Maxine Kowalski—Max to everyone in the emergency department—has been an ER nurse in Portland for fifteen years. She moved from Michigan in 2010 specifically because the Pacific Northwest promised milder weather than the Midwest's temperature extremes. Then came June 2021, when Portland hit 116°F and her emergency room became what she describes as "a fucking triage tent in a disaster movie, except we were inside a hospital."
Max agreed to talk during her lunch break at a coffee shop near the hospital, though she checked her phone twice in the first five minutes. She's forty-three, with the particular kind of exhaustion that comes from years of emergency medicine. Not the dramatic collapse kind, but the steady erosion that makes you forget what it felt like to not be tired. We're meeting on a November afternoon that's unseasonably warm, and she keeps glancing at the thermometer display across the street.
This interview is a composite drawn from research on emergency nurses experiencing climate health impacts, though Max herself is not a real person—more like the conversation you'd have if you could distill the experiences of dozens of ER nurses into one very tired, very funny woman who moved to Portland for the wrong reasons.
So you moved here for the mild climate
Max: I know. The irony is not lost on me. I grew up outside Detroit, and I was so done with the weather whiplash. Negative twenty in January, ninety-five and humid in July. Portland sounded perfect. Temperate rainforest, they said. Mild year-round, they said. I bought a house without air conditioning because the real estate agent told me I wouldn't need it.
Then 2021 happened and I watched people die because they also didn't have air conditioning. Elderly folks, mostly. Low-income. The kind of patients where you're doing everything right medically and they're still coding because their core temperature is 106 and their body just gives up.
Walk me through that heat dome weekend
Max: Saturday we started seeing the uptick—people coming in confused, dizzy, the usual heat exhaustion stuff. By Sunday morning we knew it was going to be bad because the overnight low was still in the eighties. Your body needs cool nights to recover, and we weren't getting them.
By Sunday afternoon we had people lined up in the hallways, and I'm doing triage trying to figure out who's about to die versus who's just miserable.
Here's the thing. We train for mass casualty events—shootings, earthquakes, whatever. But this was different. Everyone was hot. Everyone was dehydrated. And we're running out of IV bags because—and I'm still mad about this—a hurricane hit a plant in Puerto Rico in 2017 and we never really recovered the supply chain.1
So I'm looking at an eighty-year-old woman who's been lying in her apartment for two days with no AC, and I'm thinking about IV bag rationing protocols.
You had to ration hydration therapy during a heat emergency?
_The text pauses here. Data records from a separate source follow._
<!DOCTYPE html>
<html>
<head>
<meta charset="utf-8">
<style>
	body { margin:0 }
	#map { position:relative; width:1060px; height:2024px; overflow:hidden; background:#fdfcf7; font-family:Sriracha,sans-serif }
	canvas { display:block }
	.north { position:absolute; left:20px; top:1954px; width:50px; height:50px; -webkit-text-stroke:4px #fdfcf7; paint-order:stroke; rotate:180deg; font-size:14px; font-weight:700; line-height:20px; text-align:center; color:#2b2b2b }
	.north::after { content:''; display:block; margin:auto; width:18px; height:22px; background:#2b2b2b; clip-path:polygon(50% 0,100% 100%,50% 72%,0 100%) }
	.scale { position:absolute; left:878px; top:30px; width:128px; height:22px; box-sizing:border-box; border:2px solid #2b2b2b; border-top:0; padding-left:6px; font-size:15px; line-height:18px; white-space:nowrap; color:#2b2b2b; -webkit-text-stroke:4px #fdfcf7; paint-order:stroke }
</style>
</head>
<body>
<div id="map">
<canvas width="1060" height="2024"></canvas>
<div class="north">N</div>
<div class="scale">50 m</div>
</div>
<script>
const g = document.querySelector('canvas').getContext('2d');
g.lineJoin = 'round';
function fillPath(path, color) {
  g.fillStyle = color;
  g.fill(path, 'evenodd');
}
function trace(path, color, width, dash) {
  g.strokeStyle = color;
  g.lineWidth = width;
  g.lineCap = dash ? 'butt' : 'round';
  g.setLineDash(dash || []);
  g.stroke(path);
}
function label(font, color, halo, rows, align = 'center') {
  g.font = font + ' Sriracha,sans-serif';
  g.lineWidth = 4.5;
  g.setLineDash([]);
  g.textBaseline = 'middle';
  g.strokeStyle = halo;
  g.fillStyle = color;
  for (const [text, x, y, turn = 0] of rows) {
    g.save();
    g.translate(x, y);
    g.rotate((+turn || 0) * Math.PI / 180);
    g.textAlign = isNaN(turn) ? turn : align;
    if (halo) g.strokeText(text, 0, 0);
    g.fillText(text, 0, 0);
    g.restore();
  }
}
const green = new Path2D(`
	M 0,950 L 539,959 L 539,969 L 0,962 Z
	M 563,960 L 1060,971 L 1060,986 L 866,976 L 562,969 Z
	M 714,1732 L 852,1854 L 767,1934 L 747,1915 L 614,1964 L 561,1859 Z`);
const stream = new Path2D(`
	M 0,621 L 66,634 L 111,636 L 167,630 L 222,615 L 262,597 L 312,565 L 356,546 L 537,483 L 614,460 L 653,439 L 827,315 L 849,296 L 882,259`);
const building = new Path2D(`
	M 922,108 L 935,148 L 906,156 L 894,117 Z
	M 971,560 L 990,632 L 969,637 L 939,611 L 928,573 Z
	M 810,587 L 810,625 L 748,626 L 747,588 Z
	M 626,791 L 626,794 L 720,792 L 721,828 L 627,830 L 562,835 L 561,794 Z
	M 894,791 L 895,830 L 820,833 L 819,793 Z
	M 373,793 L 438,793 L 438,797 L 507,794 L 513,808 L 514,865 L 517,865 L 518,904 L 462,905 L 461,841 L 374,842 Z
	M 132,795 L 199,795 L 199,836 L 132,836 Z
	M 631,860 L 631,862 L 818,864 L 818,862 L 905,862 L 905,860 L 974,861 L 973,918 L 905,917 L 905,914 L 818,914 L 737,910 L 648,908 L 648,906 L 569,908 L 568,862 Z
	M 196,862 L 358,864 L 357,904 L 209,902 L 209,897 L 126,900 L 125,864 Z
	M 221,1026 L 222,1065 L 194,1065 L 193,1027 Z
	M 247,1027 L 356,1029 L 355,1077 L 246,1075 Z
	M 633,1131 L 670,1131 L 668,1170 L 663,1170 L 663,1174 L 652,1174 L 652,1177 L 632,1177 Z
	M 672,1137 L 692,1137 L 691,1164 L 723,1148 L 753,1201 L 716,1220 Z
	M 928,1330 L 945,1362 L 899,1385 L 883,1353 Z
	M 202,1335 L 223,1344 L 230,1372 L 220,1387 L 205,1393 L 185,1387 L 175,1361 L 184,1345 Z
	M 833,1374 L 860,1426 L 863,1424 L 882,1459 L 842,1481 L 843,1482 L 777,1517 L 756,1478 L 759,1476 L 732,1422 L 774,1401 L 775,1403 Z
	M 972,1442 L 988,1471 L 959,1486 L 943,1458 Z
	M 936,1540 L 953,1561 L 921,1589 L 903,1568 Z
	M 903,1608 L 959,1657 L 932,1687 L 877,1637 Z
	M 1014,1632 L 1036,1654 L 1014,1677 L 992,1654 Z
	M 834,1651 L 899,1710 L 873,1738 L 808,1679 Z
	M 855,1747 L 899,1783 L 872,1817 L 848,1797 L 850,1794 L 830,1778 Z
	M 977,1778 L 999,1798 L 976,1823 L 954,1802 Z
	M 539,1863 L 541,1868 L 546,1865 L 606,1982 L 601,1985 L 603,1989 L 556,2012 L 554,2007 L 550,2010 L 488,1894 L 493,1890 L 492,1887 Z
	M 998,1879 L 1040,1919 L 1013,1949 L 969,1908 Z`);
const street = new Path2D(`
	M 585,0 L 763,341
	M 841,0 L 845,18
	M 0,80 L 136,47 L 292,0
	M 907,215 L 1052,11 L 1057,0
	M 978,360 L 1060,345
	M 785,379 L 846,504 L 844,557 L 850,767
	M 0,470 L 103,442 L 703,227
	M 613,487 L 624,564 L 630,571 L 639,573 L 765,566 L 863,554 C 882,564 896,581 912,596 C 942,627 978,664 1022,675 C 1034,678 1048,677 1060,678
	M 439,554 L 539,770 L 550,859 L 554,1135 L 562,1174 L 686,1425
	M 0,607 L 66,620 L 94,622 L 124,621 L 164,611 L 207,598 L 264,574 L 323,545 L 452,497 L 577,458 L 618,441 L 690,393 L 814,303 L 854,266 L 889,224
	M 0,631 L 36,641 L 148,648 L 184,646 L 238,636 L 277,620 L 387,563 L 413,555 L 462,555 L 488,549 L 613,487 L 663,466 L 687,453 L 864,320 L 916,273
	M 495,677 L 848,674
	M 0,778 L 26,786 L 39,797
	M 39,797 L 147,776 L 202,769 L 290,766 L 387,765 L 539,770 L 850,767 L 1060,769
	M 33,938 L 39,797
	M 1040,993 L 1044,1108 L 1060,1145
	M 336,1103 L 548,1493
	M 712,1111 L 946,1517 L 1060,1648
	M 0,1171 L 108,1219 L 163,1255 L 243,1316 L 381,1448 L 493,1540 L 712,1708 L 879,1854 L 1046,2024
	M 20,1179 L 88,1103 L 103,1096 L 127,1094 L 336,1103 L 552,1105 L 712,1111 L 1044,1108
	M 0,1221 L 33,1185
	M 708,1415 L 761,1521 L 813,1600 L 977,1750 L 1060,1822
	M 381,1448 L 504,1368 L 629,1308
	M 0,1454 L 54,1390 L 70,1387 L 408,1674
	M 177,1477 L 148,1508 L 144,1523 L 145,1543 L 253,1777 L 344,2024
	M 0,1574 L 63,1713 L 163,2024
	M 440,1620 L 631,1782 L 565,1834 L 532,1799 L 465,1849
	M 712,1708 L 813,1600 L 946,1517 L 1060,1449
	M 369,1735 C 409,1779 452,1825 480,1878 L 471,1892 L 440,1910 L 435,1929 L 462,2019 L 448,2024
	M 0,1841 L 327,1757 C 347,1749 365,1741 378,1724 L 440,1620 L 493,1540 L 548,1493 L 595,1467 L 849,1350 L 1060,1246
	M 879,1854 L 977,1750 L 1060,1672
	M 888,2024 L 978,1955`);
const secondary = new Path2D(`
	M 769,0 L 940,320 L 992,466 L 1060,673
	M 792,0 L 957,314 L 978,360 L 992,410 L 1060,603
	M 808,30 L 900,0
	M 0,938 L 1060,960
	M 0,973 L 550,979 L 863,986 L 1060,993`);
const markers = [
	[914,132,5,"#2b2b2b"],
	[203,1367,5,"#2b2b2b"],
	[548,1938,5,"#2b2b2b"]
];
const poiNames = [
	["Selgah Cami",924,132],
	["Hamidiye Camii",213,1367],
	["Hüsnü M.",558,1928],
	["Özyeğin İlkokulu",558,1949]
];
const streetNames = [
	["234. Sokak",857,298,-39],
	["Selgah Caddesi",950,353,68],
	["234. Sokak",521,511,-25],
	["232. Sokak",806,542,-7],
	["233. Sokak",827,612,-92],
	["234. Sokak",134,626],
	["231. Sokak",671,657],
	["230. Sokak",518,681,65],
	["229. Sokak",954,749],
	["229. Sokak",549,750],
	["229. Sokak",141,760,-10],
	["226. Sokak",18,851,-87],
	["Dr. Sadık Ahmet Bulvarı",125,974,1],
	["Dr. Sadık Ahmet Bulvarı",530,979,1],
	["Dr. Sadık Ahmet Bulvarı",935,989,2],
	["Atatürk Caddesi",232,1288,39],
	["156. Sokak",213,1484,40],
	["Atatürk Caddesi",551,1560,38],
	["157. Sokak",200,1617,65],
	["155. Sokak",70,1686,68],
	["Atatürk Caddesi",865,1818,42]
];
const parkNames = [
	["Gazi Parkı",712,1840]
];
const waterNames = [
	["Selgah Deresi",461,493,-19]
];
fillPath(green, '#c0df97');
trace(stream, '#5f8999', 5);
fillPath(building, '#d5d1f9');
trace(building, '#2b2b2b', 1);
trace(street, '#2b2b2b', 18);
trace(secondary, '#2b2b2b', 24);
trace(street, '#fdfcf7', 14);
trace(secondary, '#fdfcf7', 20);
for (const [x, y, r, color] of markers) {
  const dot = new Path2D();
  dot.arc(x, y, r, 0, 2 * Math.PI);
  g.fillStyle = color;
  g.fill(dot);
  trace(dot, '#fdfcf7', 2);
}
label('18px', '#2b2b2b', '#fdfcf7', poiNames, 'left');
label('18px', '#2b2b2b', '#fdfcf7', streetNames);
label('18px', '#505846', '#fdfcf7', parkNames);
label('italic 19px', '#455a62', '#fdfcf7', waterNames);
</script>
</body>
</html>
Max: We had to make decisions. That's the diplomatic way to put it.
The real way is: I had to look at patients and calculate who would survive without IV fluids versus who would die without them, and allocate accordingly. And then I went home—to my house with no AC—and couldn't sleep because it was ninety degrees at midnight, and I kept thinking about the patients we'd sent home because we didn't have beds.
The research says over half of us are experiencing high burnout now.2 Yeah. No shit.
What changed after 2021?
Max: I bought a window unit. The hospital added some capacity but not enough. And every summer since then I watch the forecast like I'm planning a military operation.
When we get a heat warning now, I know we're going to see the surge—heat exhaustion, heat stroke, but also the weird stuff people don't think about. Ear infections spike during heat waves. Infectious diseases. Medications stop working right when people get too hot.3
Last summer we had a guy come in, regular patient, takes antidepressants. He's out doing yard work in ninety-five degree heat and ends up in our ER because his meds basically amplified the heat stress. His body couldn't regulate temperature properly. He's sitting there going "I was just mowing the lawn" and I'm explaining that his medication plus heat equals dangerous, and he's looking at me like I'm speaking another language.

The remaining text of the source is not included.